DOWNLOAD THE CODE:
Download the Code 93114.zip

Extracting and Archiving Data
Data Flow tasks can be complicated, so we'll start with a simple one. In Figure 2, you can see that the Promotion dimension is sourced from only one table and requires little transformation. On the Data Flow tab, pull out the OLE DB Source from the toolbox pane and place it on the design space. Configuring the OLE DB Source is trivial: Simply point it to the package connection for AdventureWorks, and enter a source query. The default is to source from a table or view, but we recommend that you always write an explicit source query, as Listing 1 shows.

One reason for the explicit query is that it lets you rename columns and perform trivial transformations such as type casts. You have many opportunities within the Data Flow pipeline to do the renaming and casting, but we recommend doing it as early as possible. The renaming and casting puts negligible additional load on the source database. It's vital that your source queries minimize the load on the source system. Be particularly cautious about joining tables, and work closely with your source system DBAs to ensure that they approve of your extract queries.

Be sure to rename the objects in your package. In this case, rename the OLE DB Source as Source from Sales SpecialOffer. By doing so, you ensure that you'll be able to make sense of what your package does when you look at it a few months later.

Your next step is to save a copy of the extracted data before you perform any additional transformation. Archiving the extract is a best practice—not a technical requirement. Your internal audit department will be happy to see that your ETL system automatically archives extracted data for an established time frame (typically a month or two).Archived extracts can be invaluable in situations in which you need to modify the ETL system and re-run a month of loads, for example.

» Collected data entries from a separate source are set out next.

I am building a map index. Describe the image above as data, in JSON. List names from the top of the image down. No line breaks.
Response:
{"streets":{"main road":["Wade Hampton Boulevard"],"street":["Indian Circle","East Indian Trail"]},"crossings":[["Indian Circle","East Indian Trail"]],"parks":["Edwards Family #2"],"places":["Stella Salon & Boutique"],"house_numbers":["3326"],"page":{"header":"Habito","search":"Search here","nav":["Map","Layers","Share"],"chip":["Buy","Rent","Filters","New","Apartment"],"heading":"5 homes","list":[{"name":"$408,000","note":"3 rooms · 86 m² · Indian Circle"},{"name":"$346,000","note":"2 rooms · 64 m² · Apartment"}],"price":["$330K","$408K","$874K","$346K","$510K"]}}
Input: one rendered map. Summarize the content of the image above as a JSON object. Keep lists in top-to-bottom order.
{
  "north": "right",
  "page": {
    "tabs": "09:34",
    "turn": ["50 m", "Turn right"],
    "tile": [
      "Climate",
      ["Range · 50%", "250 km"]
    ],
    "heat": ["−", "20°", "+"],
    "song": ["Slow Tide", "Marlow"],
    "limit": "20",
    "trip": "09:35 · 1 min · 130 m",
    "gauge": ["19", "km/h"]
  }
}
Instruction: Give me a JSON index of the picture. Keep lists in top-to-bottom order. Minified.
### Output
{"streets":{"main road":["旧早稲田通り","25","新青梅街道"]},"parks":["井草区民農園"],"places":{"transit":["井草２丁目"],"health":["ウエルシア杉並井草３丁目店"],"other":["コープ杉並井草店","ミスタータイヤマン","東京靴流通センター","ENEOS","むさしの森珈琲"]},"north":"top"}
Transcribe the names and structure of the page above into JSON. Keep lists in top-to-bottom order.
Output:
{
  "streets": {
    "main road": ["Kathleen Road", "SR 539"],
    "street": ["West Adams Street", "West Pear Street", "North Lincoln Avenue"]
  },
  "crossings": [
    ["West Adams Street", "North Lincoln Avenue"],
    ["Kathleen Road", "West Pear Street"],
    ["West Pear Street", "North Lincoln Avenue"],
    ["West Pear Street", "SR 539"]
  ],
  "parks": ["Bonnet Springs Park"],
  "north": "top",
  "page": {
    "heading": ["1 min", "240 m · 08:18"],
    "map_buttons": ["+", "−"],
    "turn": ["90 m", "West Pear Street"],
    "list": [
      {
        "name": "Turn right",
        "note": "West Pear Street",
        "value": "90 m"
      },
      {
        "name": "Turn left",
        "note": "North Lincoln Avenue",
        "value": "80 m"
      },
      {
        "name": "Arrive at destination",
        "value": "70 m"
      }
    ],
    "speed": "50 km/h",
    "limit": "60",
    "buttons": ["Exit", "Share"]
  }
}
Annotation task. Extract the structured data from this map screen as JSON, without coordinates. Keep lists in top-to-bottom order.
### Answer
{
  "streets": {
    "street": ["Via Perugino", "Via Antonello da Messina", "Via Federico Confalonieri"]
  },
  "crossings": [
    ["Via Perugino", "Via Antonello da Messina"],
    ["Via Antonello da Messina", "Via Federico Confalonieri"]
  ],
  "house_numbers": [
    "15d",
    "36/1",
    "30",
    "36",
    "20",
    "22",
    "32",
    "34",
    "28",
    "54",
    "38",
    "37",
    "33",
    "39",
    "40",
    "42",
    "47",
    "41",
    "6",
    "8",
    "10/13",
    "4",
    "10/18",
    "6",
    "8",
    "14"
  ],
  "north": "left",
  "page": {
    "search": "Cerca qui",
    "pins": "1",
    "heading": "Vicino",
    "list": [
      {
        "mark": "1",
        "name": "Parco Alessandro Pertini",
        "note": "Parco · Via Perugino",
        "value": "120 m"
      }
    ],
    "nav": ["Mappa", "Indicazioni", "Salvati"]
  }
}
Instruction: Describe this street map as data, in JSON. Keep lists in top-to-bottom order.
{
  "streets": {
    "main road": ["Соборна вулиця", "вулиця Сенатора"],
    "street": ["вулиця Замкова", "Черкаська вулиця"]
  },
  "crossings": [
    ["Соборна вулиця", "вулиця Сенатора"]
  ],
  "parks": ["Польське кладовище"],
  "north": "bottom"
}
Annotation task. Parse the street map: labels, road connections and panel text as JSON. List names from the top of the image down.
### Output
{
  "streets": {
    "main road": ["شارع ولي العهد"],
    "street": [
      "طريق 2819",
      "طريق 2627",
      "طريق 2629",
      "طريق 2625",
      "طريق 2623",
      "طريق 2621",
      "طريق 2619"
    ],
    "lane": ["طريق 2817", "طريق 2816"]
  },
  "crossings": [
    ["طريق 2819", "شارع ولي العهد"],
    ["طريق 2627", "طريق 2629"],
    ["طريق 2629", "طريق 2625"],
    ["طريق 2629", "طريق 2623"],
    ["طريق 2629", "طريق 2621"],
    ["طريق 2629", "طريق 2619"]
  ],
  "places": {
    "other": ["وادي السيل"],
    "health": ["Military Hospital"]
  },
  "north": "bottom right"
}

To archive the extracted data, add the Multicast transform onto the design surface and hook it up to the source. Multicast makes two or more identical copies of the data stream. Add a Raw File Destination to the design surface, and hook it up to the Multicast. The Raw File Destination is a file format that's unique to SSIS. It's easy to configure and writes data very fast. However, the only way to read a raw file is from within an SSIS package, so if you want a person to look at the output file, it's best to use the Flat File Destination. To set up a Raw File Destination, simply specify the destination file path and name, then go to the Input Columns tab to specify the columns you want to store.

Transforming the Data
Whereas archiving the extracted data is an important peripheral task, your primary goal is to transform and write the data to the target table. In Figure 2, you can see that the transformation involves fixing up a NULL value in the MaxQty column, which identifies the maximum quantity for which a marketing promotion is valid. If there is no maximum quantity (i.e., if the promotion applies no matter how many units are purchased), the source system puts NULL in MaxQty. You'll want to replace that NULL value with the largest possible integer that will fit in the column—that is, 2,147,483,647.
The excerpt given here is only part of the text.